PROBLEM DETAILS:
Search the records for "turn". Report every line where it occurs.

═════ TASK INPUT ═════

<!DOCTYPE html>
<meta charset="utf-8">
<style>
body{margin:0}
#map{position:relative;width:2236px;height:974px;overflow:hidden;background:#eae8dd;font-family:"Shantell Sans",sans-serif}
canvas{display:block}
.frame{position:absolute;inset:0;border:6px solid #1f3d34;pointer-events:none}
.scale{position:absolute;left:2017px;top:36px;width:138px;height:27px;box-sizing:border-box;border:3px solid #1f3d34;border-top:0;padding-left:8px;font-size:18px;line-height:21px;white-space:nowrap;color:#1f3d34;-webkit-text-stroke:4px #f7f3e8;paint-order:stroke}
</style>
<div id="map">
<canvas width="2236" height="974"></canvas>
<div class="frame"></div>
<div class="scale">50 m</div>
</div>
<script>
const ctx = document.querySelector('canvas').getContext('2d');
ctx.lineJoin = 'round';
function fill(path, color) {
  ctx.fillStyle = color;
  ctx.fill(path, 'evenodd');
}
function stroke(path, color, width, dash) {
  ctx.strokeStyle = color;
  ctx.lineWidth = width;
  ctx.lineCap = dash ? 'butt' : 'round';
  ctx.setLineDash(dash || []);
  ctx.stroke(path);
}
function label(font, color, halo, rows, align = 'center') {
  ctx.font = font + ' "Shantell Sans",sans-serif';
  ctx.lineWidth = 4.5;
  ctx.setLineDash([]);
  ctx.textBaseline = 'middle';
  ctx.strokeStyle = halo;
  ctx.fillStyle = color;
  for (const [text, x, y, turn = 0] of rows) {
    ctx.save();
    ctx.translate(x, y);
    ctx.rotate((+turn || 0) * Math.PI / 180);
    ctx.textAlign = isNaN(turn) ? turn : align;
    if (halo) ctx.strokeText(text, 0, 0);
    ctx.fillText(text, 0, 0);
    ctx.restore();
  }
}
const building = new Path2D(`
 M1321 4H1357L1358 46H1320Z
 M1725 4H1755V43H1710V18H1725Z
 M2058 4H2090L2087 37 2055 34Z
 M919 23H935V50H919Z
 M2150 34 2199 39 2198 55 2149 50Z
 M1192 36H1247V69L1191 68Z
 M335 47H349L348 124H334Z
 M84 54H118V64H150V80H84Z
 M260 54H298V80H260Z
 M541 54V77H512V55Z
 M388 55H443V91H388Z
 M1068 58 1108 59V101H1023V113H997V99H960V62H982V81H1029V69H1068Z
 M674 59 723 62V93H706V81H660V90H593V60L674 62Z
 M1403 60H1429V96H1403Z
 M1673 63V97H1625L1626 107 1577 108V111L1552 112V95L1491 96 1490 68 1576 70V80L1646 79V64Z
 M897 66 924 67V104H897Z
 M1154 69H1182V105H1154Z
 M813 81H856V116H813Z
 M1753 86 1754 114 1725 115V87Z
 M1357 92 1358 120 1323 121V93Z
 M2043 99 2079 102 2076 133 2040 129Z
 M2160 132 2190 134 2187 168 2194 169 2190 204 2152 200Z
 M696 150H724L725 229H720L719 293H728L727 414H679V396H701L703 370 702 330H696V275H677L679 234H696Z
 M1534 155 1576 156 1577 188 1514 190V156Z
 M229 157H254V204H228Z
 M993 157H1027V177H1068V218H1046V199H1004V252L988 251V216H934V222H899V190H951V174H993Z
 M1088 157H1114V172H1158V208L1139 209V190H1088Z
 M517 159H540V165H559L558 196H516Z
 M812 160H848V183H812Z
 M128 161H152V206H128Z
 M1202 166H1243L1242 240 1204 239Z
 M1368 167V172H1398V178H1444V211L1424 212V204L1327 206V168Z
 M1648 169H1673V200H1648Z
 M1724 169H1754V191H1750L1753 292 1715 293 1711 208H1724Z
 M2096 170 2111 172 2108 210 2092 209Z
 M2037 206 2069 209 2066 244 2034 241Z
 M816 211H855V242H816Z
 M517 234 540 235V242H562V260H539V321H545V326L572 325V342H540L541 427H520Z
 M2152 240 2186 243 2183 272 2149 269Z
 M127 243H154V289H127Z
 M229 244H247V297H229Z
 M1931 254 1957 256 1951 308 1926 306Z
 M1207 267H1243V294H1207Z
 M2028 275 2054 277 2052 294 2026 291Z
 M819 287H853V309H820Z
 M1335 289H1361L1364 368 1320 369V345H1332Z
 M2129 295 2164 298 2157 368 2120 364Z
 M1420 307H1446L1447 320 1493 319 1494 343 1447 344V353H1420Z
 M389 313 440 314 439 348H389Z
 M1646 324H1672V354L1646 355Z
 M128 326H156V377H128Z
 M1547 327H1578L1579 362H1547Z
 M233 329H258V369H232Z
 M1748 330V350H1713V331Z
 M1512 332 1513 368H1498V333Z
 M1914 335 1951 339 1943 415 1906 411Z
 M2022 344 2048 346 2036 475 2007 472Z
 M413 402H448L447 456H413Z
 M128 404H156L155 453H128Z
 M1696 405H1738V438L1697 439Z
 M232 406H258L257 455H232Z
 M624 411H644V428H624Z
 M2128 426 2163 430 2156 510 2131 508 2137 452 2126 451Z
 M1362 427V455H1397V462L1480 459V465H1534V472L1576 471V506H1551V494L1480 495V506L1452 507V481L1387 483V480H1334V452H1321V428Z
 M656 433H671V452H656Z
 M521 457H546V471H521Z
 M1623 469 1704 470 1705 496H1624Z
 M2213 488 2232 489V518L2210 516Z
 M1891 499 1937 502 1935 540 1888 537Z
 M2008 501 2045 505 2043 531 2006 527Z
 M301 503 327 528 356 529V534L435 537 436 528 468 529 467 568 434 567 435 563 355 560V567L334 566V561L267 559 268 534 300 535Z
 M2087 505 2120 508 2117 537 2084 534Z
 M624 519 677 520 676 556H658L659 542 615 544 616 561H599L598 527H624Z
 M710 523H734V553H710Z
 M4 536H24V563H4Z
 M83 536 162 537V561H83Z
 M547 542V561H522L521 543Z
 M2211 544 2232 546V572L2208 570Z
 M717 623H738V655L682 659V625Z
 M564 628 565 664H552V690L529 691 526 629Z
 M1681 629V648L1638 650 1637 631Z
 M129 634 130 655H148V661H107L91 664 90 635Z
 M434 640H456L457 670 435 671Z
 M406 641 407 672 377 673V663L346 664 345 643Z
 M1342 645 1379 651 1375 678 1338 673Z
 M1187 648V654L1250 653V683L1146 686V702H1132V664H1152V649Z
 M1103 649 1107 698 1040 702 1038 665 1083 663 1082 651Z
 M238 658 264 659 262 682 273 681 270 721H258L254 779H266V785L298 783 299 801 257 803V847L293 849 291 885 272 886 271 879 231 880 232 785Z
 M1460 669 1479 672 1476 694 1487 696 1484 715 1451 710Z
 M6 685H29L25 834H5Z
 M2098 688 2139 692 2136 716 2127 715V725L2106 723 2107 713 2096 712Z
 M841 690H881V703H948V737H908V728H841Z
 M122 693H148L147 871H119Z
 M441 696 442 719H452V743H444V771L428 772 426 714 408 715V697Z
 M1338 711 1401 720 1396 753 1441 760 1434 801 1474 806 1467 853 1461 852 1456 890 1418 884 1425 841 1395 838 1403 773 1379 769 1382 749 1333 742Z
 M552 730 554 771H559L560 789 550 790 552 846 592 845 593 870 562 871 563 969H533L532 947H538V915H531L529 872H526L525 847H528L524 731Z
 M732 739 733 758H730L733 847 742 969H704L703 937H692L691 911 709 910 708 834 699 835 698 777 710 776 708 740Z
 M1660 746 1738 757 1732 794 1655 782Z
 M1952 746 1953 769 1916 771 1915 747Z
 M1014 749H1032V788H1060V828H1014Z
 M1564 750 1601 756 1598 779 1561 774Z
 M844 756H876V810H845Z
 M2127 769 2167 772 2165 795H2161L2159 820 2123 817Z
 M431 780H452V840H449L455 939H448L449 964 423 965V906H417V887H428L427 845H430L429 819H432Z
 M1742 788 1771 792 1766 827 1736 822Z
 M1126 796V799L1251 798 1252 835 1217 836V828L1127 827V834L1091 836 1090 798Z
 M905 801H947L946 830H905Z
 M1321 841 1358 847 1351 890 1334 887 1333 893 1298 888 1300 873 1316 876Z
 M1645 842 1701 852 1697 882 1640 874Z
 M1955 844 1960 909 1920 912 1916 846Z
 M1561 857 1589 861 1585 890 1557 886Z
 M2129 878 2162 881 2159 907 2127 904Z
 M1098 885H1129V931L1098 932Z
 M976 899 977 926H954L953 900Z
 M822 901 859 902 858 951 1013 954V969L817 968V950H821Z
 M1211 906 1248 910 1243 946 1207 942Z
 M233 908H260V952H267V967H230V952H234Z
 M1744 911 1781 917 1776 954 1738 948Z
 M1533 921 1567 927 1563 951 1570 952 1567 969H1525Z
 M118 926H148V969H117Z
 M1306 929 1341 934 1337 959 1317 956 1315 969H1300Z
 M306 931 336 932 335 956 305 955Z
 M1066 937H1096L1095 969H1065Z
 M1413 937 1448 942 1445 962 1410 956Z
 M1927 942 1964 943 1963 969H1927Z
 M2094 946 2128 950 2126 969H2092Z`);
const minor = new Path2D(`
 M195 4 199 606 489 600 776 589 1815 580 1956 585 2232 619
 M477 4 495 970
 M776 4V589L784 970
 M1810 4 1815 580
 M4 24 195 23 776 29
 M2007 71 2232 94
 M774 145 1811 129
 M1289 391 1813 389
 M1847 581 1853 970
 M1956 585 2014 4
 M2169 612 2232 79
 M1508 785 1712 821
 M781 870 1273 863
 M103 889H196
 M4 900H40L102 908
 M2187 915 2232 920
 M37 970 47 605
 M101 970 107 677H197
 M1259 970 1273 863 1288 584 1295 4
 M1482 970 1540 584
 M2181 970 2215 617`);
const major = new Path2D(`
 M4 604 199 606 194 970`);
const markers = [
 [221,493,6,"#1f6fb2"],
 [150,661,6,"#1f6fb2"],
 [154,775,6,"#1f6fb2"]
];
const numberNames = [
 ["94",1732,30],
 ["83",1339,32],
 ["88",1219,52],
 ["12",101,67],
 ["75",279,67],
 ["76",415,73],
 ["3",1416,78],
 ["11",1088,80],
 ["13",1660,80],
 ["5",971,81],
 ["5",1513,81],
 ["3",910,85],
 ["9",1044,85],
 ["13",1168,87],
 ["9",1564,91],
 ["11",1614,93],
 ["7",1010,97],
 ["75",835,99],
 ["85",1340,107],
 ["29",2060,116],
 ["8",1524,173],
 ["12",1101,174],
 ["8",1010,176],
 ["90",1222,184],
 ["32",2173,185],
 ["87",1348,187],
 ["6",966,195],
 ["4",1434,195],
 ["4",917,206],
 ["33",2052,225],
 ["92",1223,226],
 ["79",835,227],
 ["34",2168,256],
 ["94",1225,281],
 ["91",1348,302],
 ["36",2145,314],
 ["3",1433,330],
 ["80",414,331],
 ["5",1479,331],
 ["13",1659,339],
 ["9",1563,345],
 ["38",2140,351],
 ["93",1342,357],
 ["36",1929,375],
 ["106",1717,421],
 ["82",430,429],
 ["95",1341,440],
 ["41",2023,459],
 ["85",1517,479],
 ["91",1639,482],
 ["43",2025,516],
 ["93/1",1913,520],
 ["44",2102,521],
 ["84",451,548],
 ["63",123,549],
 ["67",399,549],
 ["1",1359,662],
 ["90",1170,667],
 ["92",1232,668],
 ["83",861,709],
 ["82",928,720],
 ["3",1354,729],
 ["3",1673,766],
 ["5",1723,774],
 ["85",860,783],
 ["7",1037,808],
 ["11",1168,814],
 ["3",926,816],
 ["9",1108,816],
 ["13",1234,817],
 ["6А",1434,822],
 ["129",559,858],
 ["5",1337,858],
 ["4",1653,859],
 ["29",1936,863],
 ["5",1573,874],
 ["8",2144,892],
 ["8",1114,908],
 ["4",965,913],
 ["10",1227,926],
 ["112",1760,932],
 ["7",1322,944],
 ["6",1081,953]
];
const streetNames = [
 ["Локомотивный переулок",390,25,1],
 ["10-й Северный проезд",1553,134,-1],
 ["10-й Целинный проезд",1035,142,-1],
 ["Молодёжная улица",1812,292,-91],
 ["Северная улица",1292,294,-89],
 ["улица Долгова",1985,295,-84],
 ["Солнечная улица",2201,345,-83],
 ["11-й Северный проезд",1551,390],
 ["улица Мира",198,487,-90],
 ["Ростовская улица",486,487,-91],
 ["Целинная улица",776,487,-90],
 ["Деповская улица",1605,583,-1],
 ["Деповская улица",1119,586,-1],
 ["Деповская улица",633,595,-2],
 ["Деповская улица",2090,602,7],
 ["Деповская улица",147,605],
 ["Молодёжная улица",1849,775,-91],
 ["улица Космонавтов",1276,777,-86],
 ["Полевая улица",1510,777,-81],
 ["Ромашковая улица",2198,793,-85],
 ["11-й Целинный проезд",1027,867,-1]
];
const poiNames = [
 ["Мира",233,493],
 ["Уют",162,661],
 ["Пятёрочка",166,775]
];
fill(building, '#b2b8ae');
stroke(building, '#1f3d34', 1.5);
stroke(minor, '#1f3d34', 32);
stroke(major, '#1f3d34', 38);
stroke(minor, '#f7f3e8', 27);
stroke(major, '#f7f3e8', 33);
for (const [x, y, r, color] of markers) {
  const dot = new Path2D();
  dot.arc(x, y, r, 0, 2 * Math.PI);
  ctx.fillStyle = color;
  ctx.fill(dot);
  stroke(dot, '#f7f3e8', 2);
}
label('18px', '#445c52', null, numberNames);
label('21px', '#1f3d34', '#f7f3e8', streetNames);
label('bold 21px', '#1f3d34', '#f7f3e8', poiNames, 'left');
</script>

═════

YOUR RESPONSE:
  for (const [text, x, y, turn = 0] of rows) {
    ctx.rotate((+turn || 0) * Math.PI / 180);
    ctx.textAlign = isNaN(turn) ? turn : align;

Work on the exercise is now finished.